• What to work on: When you return the data, keep every line exactly as it is and leave out the pictures.

....

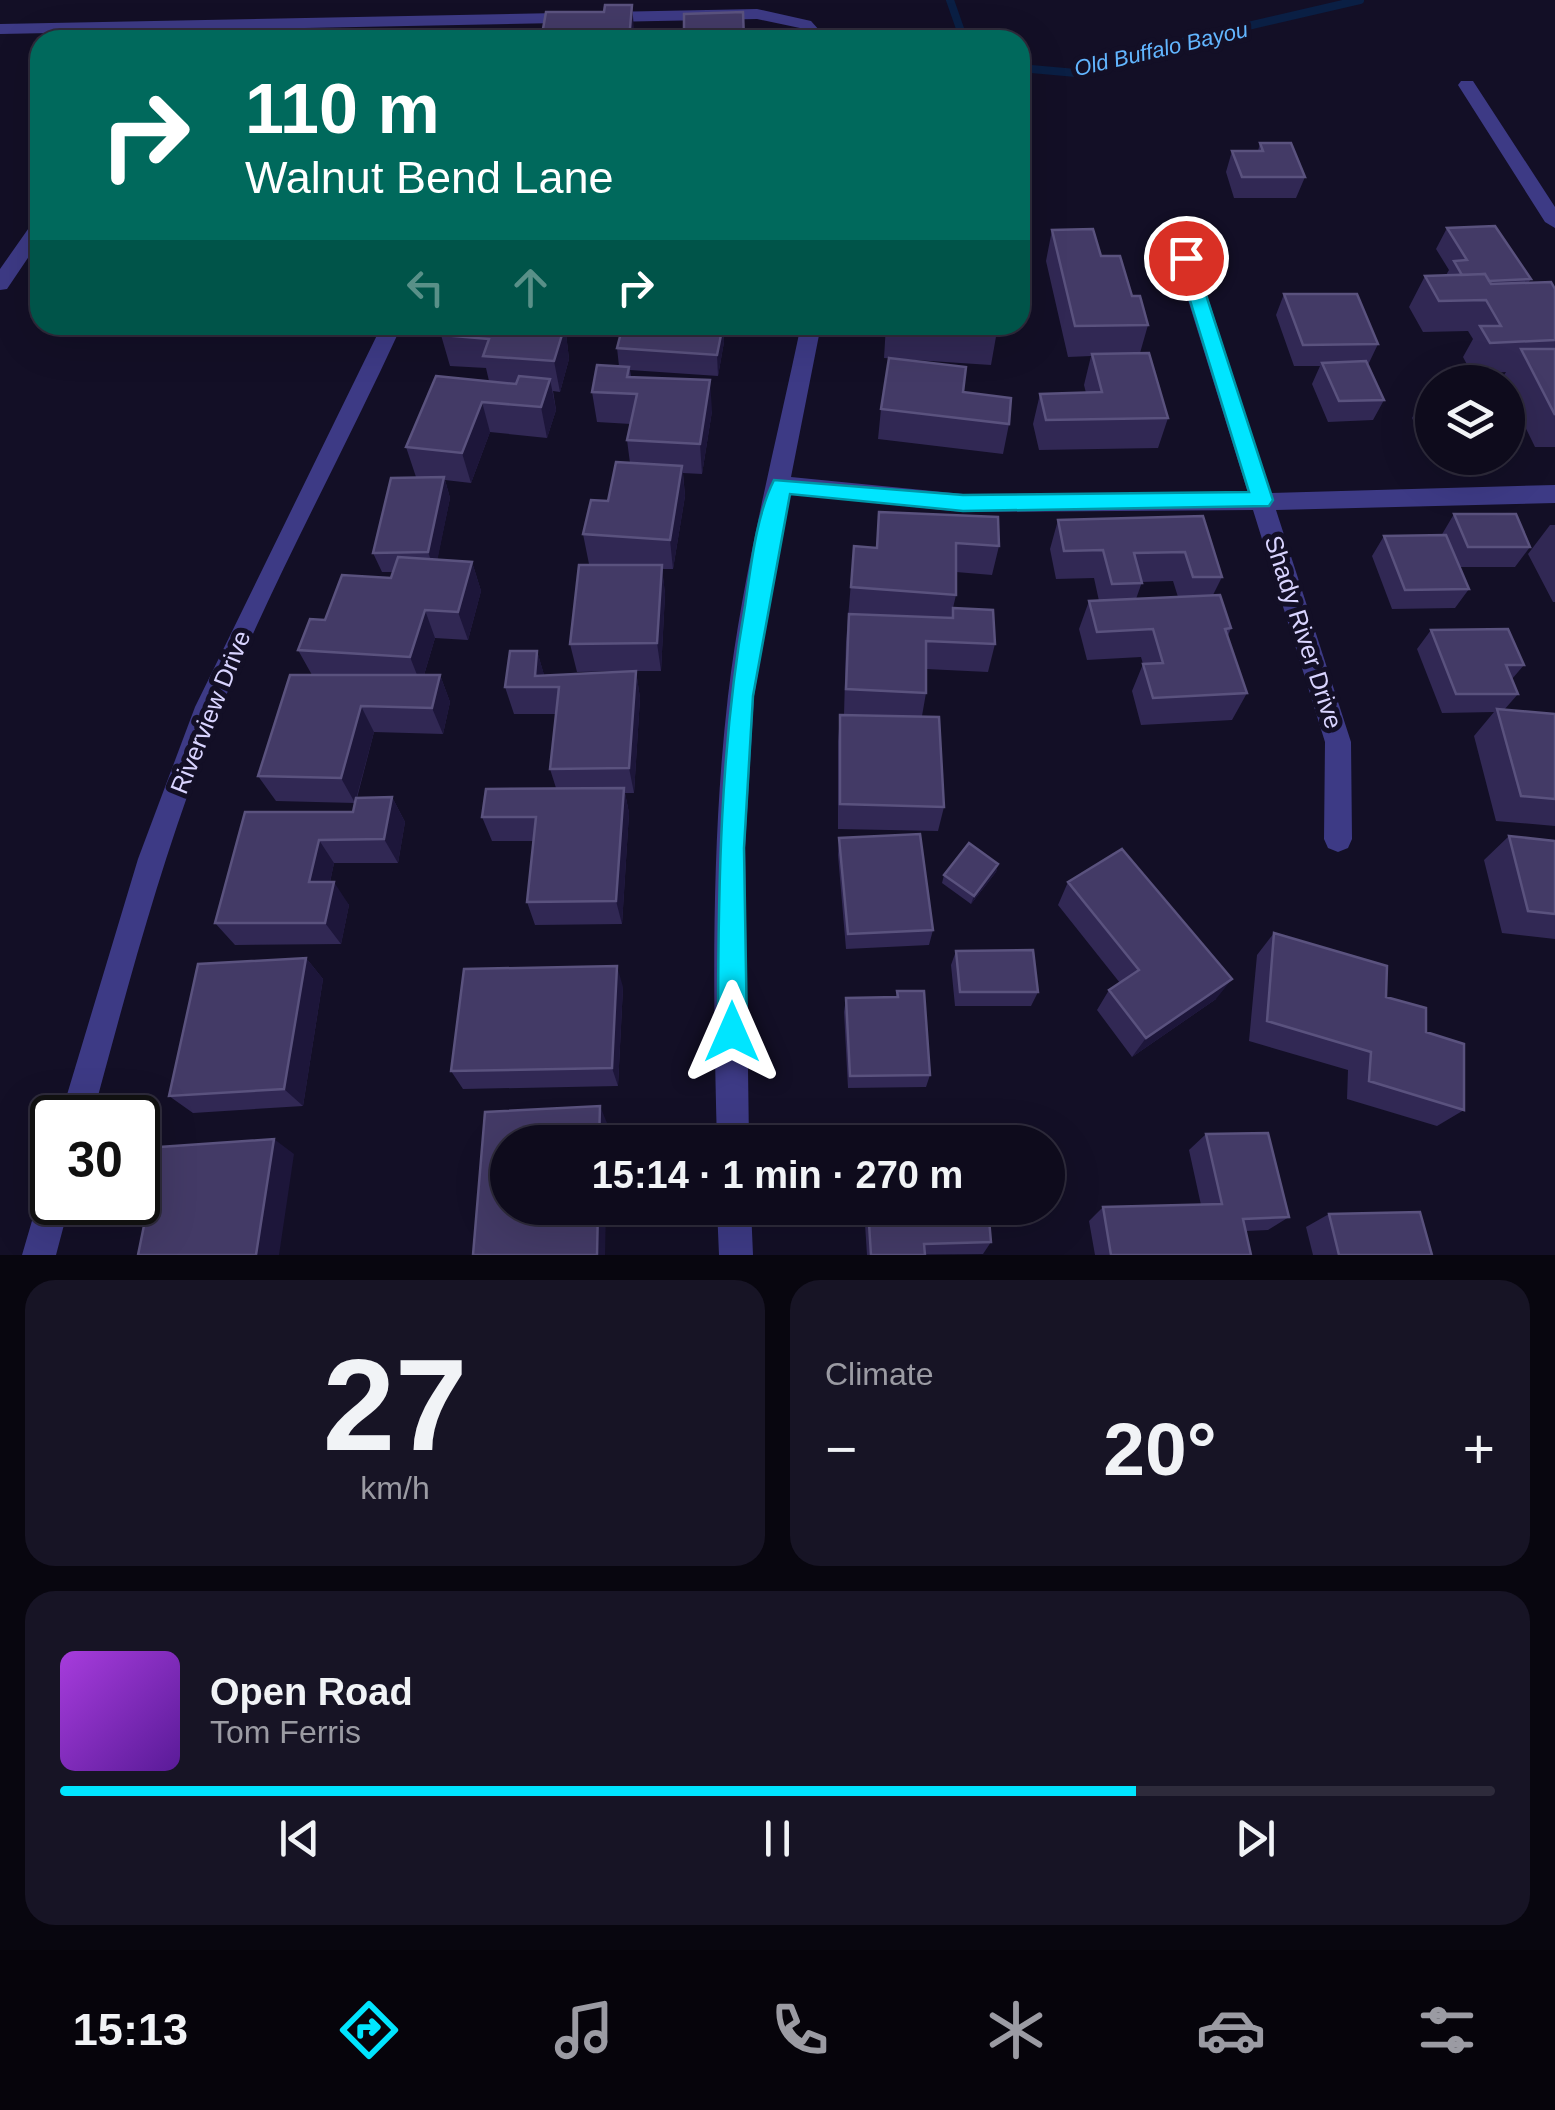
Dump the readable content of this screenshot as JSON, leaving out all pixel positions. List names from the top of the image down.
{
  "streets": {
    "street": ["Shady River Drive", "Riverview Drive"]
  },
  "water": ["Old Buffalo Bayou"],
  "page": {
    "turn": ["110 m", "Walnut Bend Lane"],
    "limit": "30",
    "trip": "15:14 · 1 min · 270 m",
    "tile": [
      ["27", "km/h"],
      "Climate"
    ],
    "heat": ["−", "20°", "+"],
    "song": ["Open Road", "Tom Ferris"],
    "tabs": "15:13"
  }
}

....

• Output for this exercise:
Dump the readable content of this screenshot as JSON, leaving out all pixel positions. List names from the top of the image down.
{
  "streets": {
    "street": ["Shady River Drive", "Riverview Drive"]
  },
  "water": ["Old Buffalo Bayou"],
  "page": {
    "turn": ["110 m", "Walnut Bend Lane"],
    "limit": "30",
    "trip": "15:14 · 1 min · 270 m",
    "tile": [
      ["27", "km/h"],
      "Climate"
    ],
    "heat": ["−", "20°", "+"],
    "song": ["Open Road", "Tom Ferris"],
    "tabs": "15:13"
  }
}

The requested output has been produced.